ABOUT THIS TASK. Return every line of the data below exactly, but do not include the images.

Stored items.
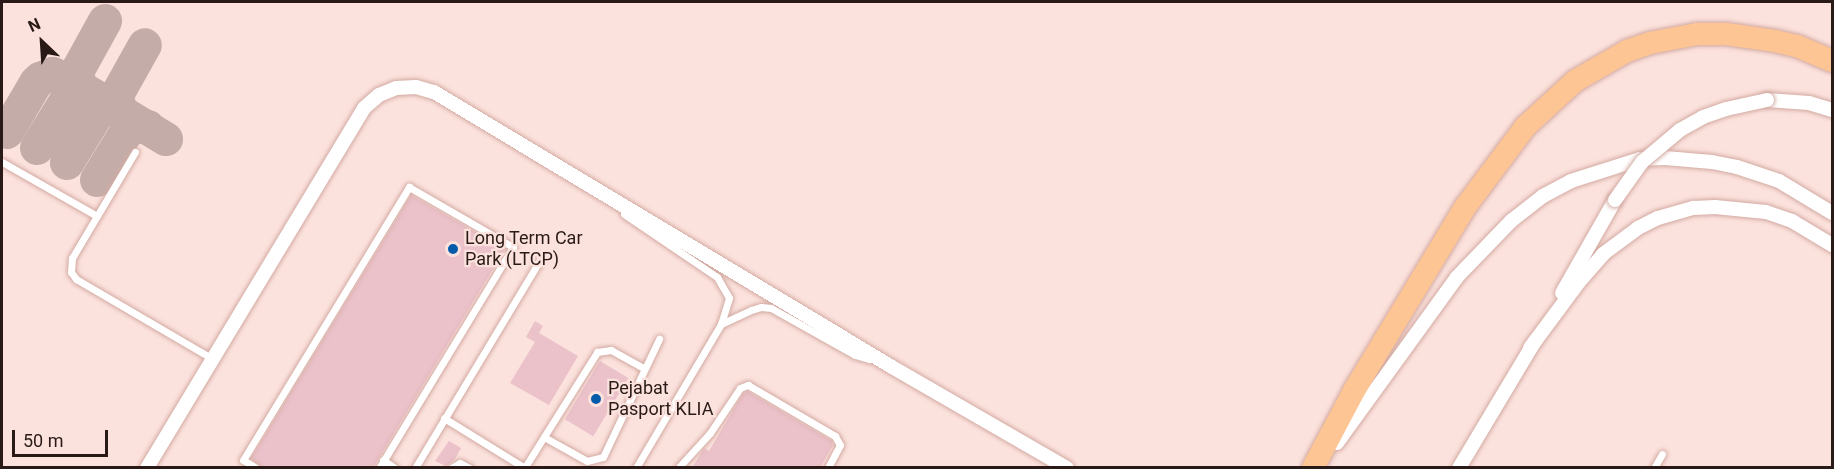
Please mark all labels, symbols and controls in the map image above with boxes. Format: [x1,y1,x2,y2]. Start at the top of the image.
north arrow [12,12,72,72]
text: N [25,14,43,36]
place label: Long Term Car Park (LTCP) [465,228,583,270]
marker: Long Term Car Park (LTCP) [446,242,460,256]
place label: Pejabat Pasport KLIA [608,378,713,420]
marker: Pejabat Pasport KLIA [589,392,603,406]
scale bar [15,418,111,456]
text: 50 m [23,430,63,451]

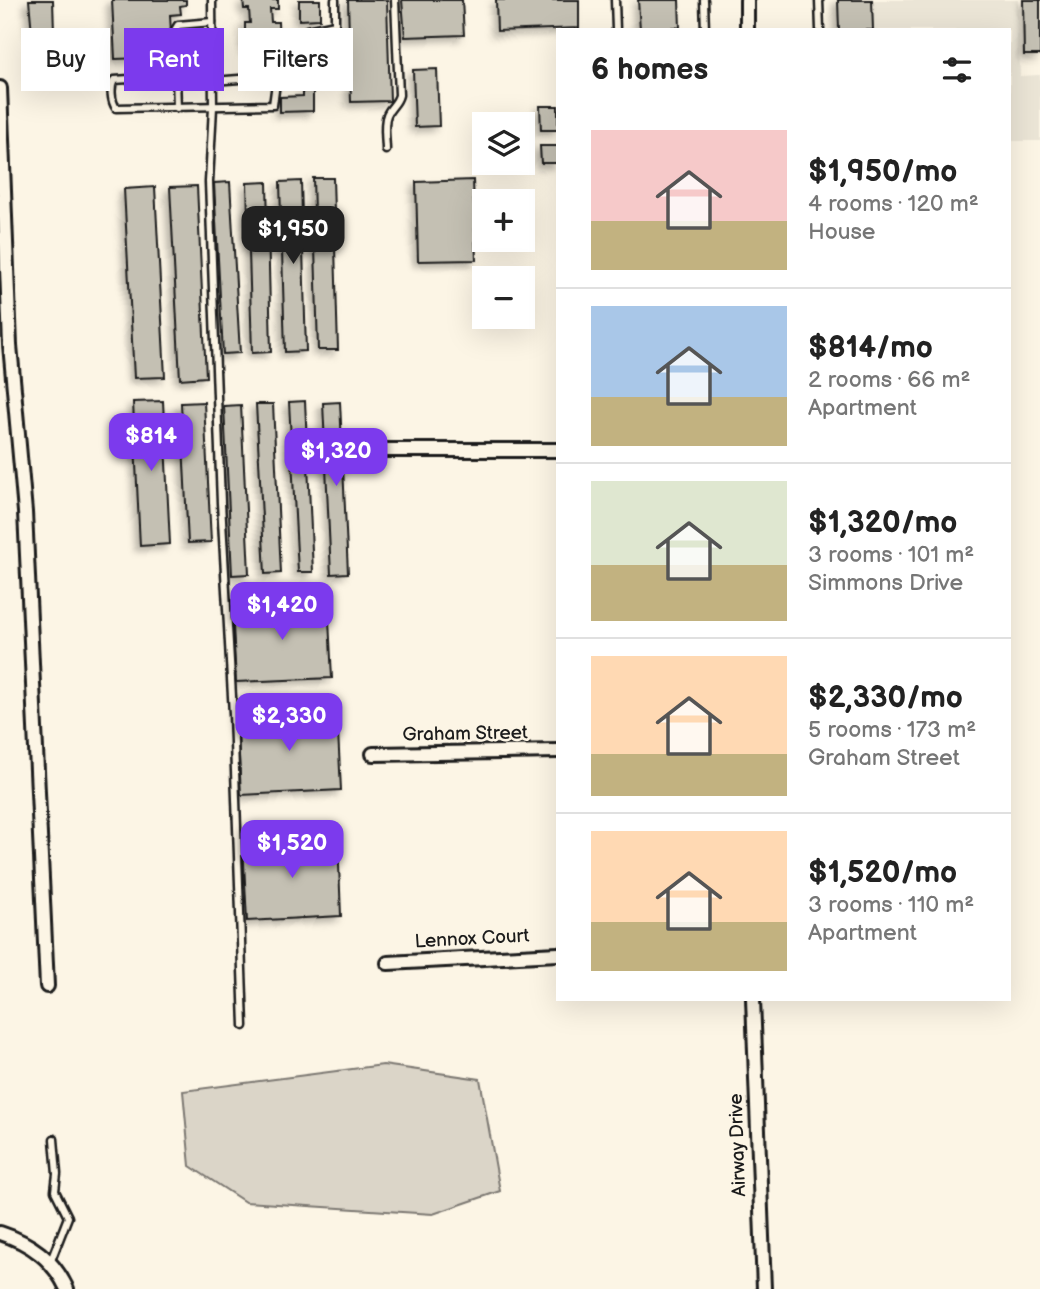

REPLY.
Please mark all labels, symbols and controls in the map image above with boxes. Format: [x1,y1,x2,y2]. Start at the top of the image.
north arrow [12,12,72,72]
text: N [25,14,43,36]
place label: Long Term Car Park (LTCP) [465,228,583,270]
marker: Long Term Car Park (LTCP) [446,242,460,256]
place label: Pejabat Pasport KLIA [608,378,713,420]
marker: Pejabat Pasport KLIA [589,392,603,406]
scale bar [15,418,111,456]
text: 50 m [23,430,63,451]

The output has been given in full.